If you're planning to donate blood next month, now is the time to start eating iron-rich meals.
The American Red Cross Bloodmobile will be hosting a blood drive Feb. 23-25 at the Brainerd Armory. While coordinator Dee Severson is hoping more new donors will turn out to give blood, she's also worried that prospective donors will have to be turned away because of low iron levels in their blood.
At the bloodmobile's September blood drive, 93 Brainerd area donors weren't allowed to donate because their hemoglobin counts were too low. So Severson is asking that prospective donors start boosting the iron in their blood by taking care of themselves and eating properly.
The American Red Cross needs all the blood they can get. Because of the hard-hitting cold and flu season this winter, the blood supply is so precariously low that Minnesota only has a one-day supply on hand, said Severson. An emergency or natural disaster would cripple the blood supply program. The Red Cross bloodmobile drives have been falling on average 5-12 percent under their goals because of the flu and cold season as well as winter weather driving problems.
Red meat, fish, poultry, nuts or raisins are the best sources of iron in food. Iron rich foods also include lentils, iron-fortified cereals, kidney beans, baked potatoes with the skin, pasta and breads made with iron-enriched flour and white rice.
When you eat plant foods along with those iron-rich foods, the iron in the plant foods are better absorbed, as well. Foods that are high in vitamin C also help your body to absorb iron, such as oranges, broccoli, tomatoes, kiwi, strawberries, peppers, potatoes and cabbage.
Tea, coffee, high-fiber foods, antacids and calcium phosphate interfere with the absorption of iron. The Red Cross requires a slightly higher iron level from their donors. This is so that donors retain a safe blood-iron level that won't put their health at risk.
"It really hurts when we lose 93 people," said Severson. "Start building up your iron now. If you're sick or haven't eaten properly and your hemoglobin is too low, we have to send you home. A lot of people aren't aware of that. They take off work and they waste their time and our time."

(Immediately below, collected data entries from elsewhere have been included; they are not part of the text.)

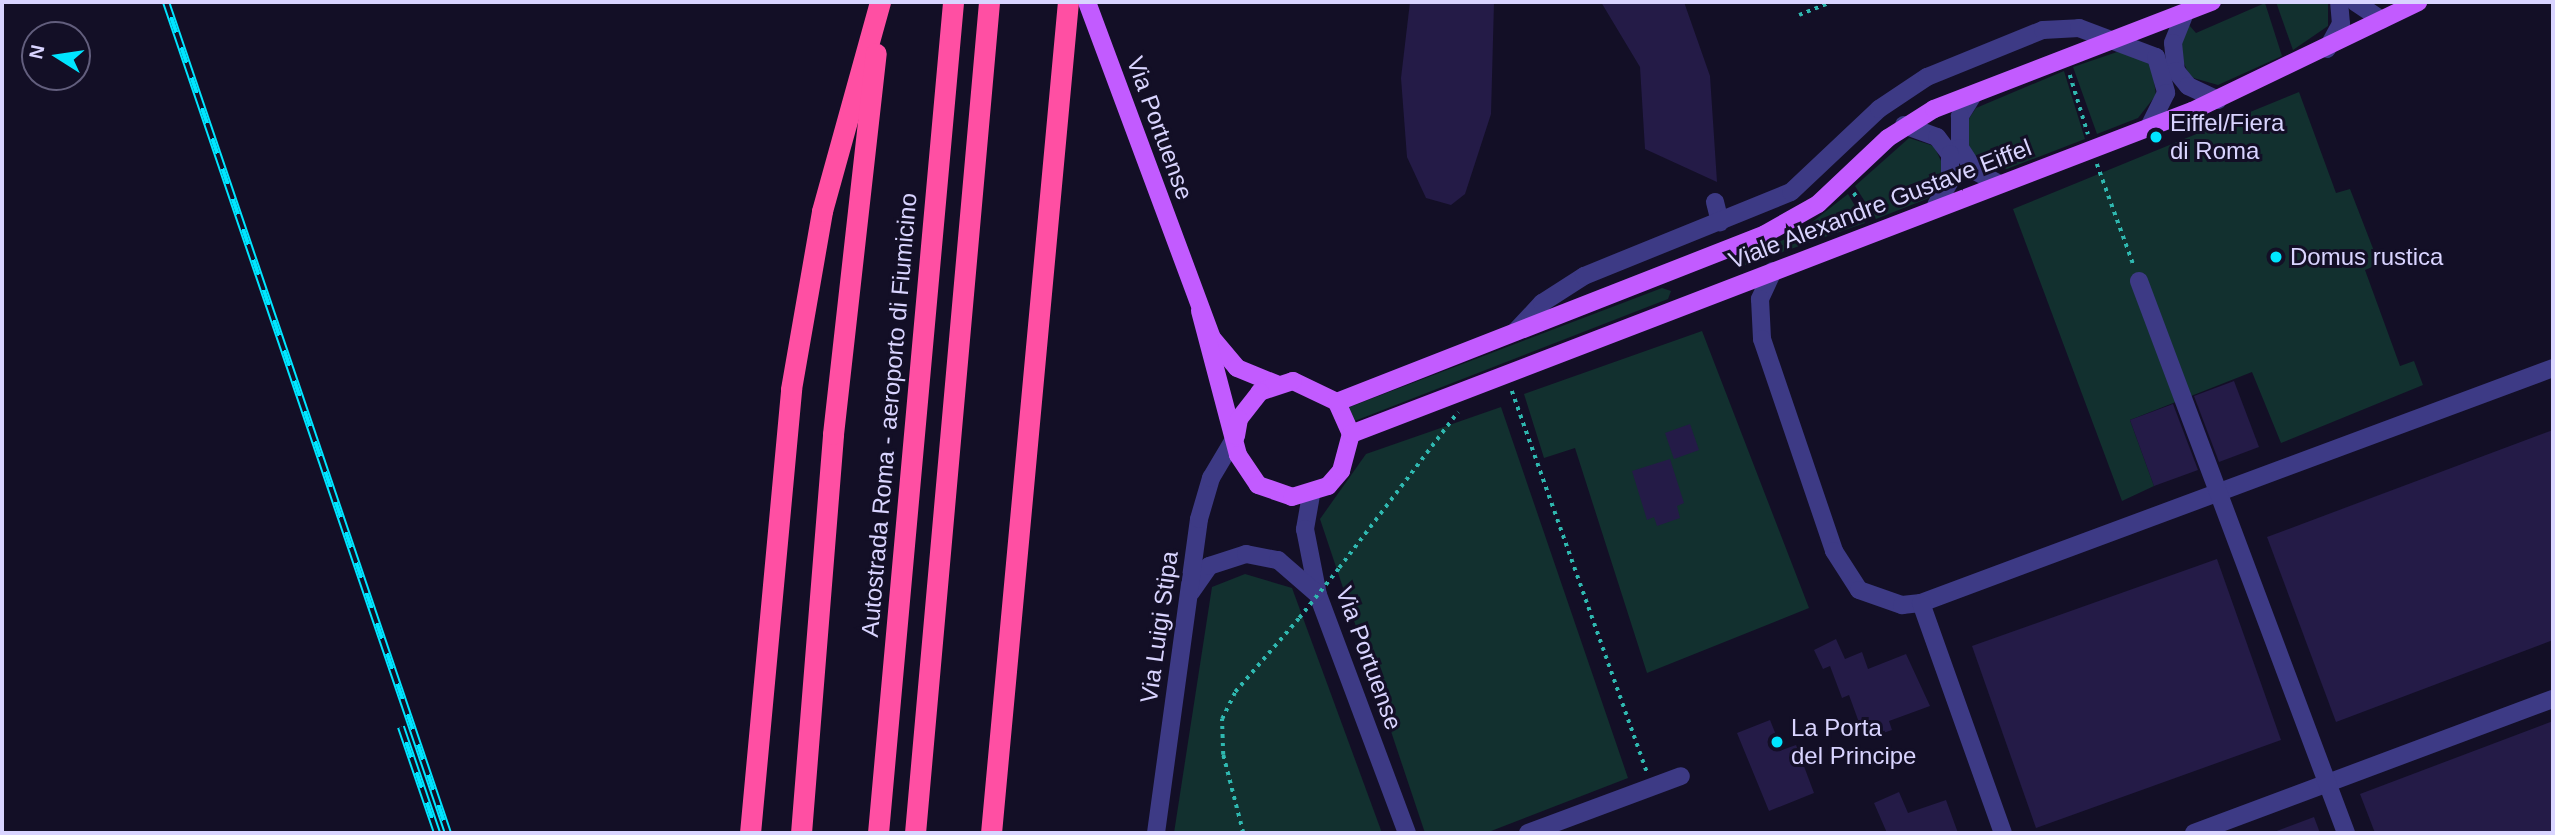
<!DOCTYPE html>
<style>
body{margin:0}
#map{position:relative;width:2555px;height:835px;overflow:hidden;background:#130f26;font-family:Arial,sans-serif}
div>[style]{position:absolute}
.green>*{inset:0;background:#12302f}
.building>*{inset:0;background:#241b47}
.path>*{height:3.5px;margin-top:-1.75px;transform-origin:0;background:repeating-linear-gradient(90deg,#2fb8b0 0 3.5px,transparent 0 8.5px)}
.minor>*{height:18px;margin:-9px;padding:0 9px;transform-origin:9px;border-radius:9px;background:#3d3a85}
.major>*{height:18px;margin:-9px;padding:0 9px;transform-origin:9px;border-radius:9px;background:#c25bff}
.highway>*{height:21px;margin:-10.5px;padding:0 10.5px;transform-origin:10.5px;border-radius:10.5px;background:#ff4fa3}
.rail>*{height:8px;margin-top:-4px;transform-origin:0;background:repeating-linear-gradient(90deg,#130f26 0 16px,#00e5ff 0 32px);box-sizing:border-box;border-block:2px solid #00e5ff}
.path-bridge>*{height:3.5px;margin-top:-1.75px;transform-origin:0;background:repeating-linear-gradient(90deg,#2fb8b0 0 3.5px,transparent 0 8.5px)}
.minor-bridge>*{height:18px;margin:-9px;padding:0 9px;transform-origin:9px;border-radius:9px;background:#3d3a85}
.dots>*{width:19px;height:19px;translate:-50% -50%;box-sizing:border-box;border:4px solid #130f26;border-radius:50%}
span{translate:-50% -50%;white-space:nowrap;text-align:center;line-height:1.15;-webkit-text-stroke:6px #130f26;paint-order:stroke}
.poi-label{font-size:24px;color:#d9d4ff}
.left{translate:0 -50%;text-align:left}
.street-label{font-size:24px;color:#d9d4ff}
.frame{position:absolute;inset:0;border:4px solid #d9d4ff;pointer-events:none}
.north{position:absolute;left:21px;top:21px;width:70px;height:70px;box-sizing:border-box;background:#130f26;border:2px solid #625e7d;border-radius:50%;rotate:282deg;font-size:19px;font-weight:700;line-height:28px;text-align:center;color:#d9d4ff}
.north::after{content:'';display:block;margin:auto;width:24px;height:32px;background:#00e5ff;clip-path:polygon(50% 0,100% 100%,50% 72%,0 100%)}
</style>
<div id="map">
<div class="green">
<i style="clip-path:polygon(2276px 2px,2328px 2px,2328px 26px,2293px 50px)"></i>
<i style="clip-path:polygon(2265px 3px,2282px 56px,2218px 85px,2190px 77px,2178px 50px,2189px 25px,2196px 33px)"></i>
<i style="clip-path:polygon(2117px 52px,2139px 55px,2152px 67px,2156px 95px,2138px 118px,2097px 134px,2073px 67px)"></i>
<i style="clip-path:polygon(2064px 71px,2085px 139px,2007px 169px,1976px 160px,1967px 147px,1966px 123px,1976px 108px)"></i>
<i style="clip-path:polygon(2299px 92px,2336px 193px,2350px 189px,2379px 264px,2365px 270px,2400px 366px,2414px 361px,2423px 385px,2281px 443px,2252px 372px,2130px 420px,2154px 486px,2122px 501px,2013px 209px)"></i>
<i style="clip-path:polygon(1909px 138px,1934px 146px,1942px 163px,1940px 181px,1929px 198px,1876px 219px,1855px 186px)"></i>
<i style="clip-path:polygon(1848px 194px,1865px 223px,1745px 265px,1746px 257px,1798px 233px)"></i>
<i style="clip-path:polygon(1662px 288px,1671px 291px,1668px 299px,1352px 422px,1347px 408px)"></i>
<i style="clip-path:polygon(1702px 331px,1809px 608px,1647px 673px,1575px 448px,1544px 458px,1524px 394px)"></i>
<i style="clip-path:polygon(1501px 407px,1628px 778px,1486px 833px,1425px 833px,1320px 519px,1366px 454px)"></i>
<i style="clip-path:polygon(1245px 574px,1292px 588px,1382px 833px,1174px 833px,1212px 587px)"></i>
</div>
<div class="building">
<i style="clip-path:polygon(1410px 2px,1494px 2px,1491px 114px,1465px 194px,1451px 205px,1426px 198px,1407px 157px,1401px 78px)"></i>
<i style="clip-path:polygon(1601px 2px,1684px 2px,1710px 76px,1717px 182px,1645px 149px,1640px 67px)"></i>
<i style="clip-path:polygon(2234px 381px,2259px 447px,2219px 462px,2194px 396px)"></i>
<i style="clip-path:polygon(2173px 404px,2198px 470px,2154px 486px,2130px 420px)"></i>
<i style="clip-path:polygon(1690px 424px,1699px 450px,1674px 459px,1665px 433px)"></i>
<i style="clip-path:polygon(2553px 430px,2553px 640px,2336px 722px,2267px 537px)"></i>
<i style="clip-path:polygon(1670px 459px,1684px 503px,1677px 506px,1680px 518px,1657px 526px,1654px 517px,1647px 520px,1632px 471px)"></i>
<i style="clip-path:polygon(2217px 559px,2281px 740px,2036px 828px,1972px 646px)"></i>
<i style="clip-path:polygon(1836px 639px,1845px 659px,1862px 652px,1868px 669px,1906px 654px,1930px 706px,1889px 721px,1892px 730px,1865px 739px,1849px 695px,1842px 698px,1830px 666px,1823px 669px,1814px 650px)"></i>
<i style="clip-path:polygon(1770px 720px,1782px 750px,1796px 745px,1814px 793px,1769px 811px,1737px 733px)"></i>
<i style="clip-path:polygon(2553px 721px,2553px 833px,2375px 833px,2360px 794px)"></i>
<i style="clip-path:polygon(1899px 792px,1908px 813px,1946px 800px,1958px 833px,1887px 833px,1874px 803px)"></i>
<i style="clip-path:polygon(2314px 817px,2320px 833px,2274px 833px,2274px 832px)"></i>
</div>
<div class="path">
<i style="left:1799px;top:15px;width:35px;rotate:-22deg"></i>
<i style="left:2070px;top:75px;width:62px;rotate:73deg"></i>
<i style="left:2097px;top:164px;width:109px;rotate:70.1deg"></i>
<i style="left:1854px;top:193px;width:27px;rotate:59deg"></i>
<i style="left:1512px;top:391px;width:404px;rotate:70.5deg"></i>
<i style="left:1339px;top:568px;width:196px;rotate:-52.7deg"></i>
<i style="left:1243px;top:833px;width:81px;rotate:-104.4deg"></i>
<i style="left:1223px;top:755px;width:36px;rotate:-92deg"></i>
<i style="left:1222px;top:719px;width:30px;rotate:-64deg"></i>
<i style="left:1235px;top:692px;width:98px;rotate:-49.1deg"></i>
</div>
<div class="minor">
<i style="left:2355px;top:2px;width:32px;rotate:34deg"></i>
<i style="left:2185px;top:13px;width:32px;rotate:112deg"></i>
<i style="left:2173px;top:43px;width:28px;rotate:84deg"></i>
<i style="left:2176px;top:71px;width:19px;rotate:51deg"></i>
<i style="left:2188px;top:86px;width:33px;rotate:25deg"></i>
<i style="left:2327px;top:49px;width:29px;rotate:-61deg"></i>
<i style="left:2341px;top:24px;width:22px;rotate:-95deg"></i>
<i style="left:1973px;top:95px;width:25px;rotate:122deg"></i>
<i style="left:1960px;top:116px;width:32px;rotate:90deg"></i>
<i style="left:1960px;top:148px;width:27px;rotate:57deg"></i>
<i style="left:1975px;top:171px;width:26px;rotate:28deg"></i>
<i style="left:1904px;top:125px;width:35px;rotate:20deg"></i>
<i style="left:1937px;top:137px;width:21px;rotate:53deg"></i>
<i style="left:1950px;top:154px;width:27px;rotate:90deg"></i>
<i style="left:1950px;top:181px;width:28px;rotate:120deg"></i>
<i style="left:1715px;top:202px;width:21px;rotate:76deg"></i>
<i style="left:1773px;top:271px;width:31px;rotate:115deg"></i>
<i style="left:1760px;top:299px;width:40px;rotate:87.1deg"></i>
<i style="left:1762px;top:339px;width:224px;rotate:71.2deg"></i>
<i style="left:1834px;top:551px;width:46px;rotate:57.3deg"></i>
<i style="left:1859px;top:590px;width:46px;rotate:19.2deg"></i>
<i style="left:1902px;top:605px;width:19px;rotate:-6deg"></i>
<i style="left:1921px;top:603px;width:674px;rotate:-20.4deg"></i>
<i style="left:1515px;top:332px;width:40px;rotate:-47deg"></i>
<i style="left:1542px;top:303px;width:50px;rotate:-32.7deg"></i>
<i style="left:1584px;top:276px;width:223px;rotate:-22.1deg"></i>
<i style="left:1791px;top:192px;width:121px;rotate:-43.3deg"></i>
<i style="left:1879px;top:109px;width:58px;rotate:-33.7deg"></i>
<i style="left:1927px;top:77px;width:125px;rotate:-22.1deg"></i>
<i style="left:2043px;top:30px;width:36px;rotate:-3deg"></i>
<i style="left:2079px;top:28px;width:82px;rotate:20.6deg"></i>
<i style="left:2156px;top:57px;width:37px;rotate:74deg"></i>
<i style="left:2166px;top:93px;width:40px;rotate:116.6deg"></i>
<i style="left:1311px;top:495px;width:35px;rotate:100deg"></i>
<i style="left:1305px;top:529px;width:67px;rotate:78.9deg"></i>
<i style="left:1318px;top:595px;width:254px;rotate:69.5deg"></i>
<i style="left:1191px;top:592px;width:32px;rotate:-55deg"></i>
<i style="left:1209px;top:566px;width:39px;rotate:-18deg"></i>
<i style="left:1246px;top:554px;width:33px;rotate:11deg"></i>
<i style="left:1278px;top:560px;width:50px;rotate:41deg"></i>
<i style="left:1921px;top:603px;width:244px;rotate:70.4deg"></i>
<i style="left:1156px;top:833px;width:317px;rotate:-82.2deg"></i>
<i style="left:1199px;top:519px;width:43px;rotate:-73.7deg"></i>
<i style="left:1211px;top:478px;width:49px;rotate:-59.2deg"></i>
<i style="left:1528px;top:833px;width:163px;rotate:-20.4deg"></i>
<i style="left:2194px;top:833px;width:383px;rotate:-20.5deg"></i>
</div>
<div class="major">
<i style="left:1087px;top:2px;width:358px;rotate:69.6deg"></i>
<i style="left:1212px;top:338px;width:39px;rotate:50deg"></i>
<i style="left:1237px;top:368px;width:42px;rotate:22.3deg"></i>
<i style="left:1200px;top:311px;width:149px;rotate:75.2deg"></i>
<i style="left:1238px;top:455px;width:36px;rotate:56deg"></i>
<i style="left:1258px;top:485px;width:36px;rotate:19deg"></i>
<i style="left:1292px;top:497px;width:38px;rotate:-17deg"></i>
<i style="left:1328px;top:486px;width:20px;rotate:-49deg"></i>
<i style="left:1341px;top:471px;width:38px;rotate:-75deg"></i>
<i style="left:1351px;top:434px;width:35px;rotate:-114deg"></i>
<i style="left:1337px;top:402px;width:49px;rotate:-154.5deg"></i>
<i style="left:1293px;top:381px;width:35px;rotate:162deg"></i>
<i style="left:1260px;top:392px;width:34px;rotate:128deg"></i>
<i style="left:1239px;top:419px;width:17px;rotate:100deg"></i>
<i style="left:1337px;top:402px;width:460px;rotate:-21.4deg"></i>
<i style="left:1765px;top:234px;width:61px;rotate:-29.5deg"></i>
<i style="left:1818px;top:204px;width:96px;rotate:-43.3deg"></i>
<i style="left:1888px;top:138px;width:54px;rotate:-32.2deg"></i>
<i style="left:1934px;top:109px;width:298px;rotate:-21.1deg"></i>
<i style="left:1351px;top:434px;width:901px;rotate:-21.01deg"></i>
<i style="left:2192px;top:111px;width:251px;rotate:-25.7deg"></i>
</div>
<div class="highway">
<i style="left:750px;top:833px;width:446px;rotate:-84.7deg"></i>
<i style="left:791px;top:389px;width:181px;rotate:-80.1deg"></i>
<i style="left:822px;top:211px;width:217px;rotate:-74.5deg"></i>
<i style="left:801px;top:833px;width:400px;rotate:-85.4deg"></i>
<i style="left:833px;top:434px;width:383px;rotate:-83.6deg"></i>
<i style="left:878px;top:833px;width:834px;rotate:-84.84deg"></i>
<i style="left:915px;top:833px;width:834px;rotate:-84.91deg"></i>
<i style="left:991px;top:833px;width:835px;rotate:-84.71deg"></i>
</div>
<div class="rail">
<i style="left:166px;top:2px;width:878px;rotate:71.26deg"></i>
<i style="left:401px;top:727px;width:112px;rotate:71.2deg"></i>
</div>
<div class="path-bridge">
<i style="left:1299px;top:618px;width:64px;rotate:-51.3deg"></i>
</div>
<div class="minor-bridge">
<i style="left:2139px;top:281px;width:590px;rotate:69.44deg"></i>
</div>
<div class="dots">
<i style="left:2156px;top:137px;background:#00e5ff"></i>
<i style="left:2276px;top:257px;background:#00e5ff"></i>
<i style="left:1777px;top:742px;background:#00e5ff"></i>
</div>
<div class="poi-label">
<span class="left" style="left:2170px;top:137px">Eiffel/Fiera<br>di Roma</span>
<span class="left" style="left:2290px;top:257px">Domus rustica</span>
<span class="left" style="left:1791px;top:742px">La Porta<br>del Principe</span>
</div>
<div class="street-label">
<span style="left:1160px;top:128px;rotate:70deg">Via Portuense</span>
<span style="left:1880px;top:204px;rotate:-21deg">Viale Alexandre Gustave Eiffel</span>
<span style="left:889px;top:415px;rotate:-85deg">Autostrada Roma - aeroporto di Fiumicino</span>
<span style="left:1159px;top:627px;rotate:-82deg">Via Luigi Stipa</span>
<span style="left:1369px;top:658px;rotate:70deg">Via Portuense</span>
</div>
<div class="frame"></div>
<div class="north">N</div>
</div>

The bloodmobile will be accepting donors at the Brainerd Armory from 1-7 p.m. Feb. 23-24 and 8 a.m. until 2 p.m. Feb. 25. Call Severson at 829-3485 to make an appointment. Volunteers will be available to babysit your children while you give blood. Severson said bringing your children with you as you donate gives them the opportunity to see how important it is to give blood.
Donating blood usually takes 45 minutes to an hour. Donors must be at least 17 years old but there are no upper age limits. A donor must weigh at least 110 pounds and be in generally good health. Donors on most medications are acceptable, depending on why they are taking them. A waiting period of 48 hours is required for those taking antibiotics. Blood pressure medication is acceptable as long as the donor's blood pressure reading is less than 180/100.
Donors are asked to fill out some forms and are asked some medical questions. A nurse then checks the donor's hemoglobin count with a simple prick on the finger, and then takes body temperature and blood pressure readings. The act of donating blood takes 4-15 minutes, depending on the donor. One pint of blood is then drawn, then the donor is treated to cookies and orange juice.
A recent bloodmobile drive in Emily netted 91 units of blood. Of the 105 donors who signed in, 9 of the 10 prospective donors not allowed to donate were turned away because of low iron levels in their blood.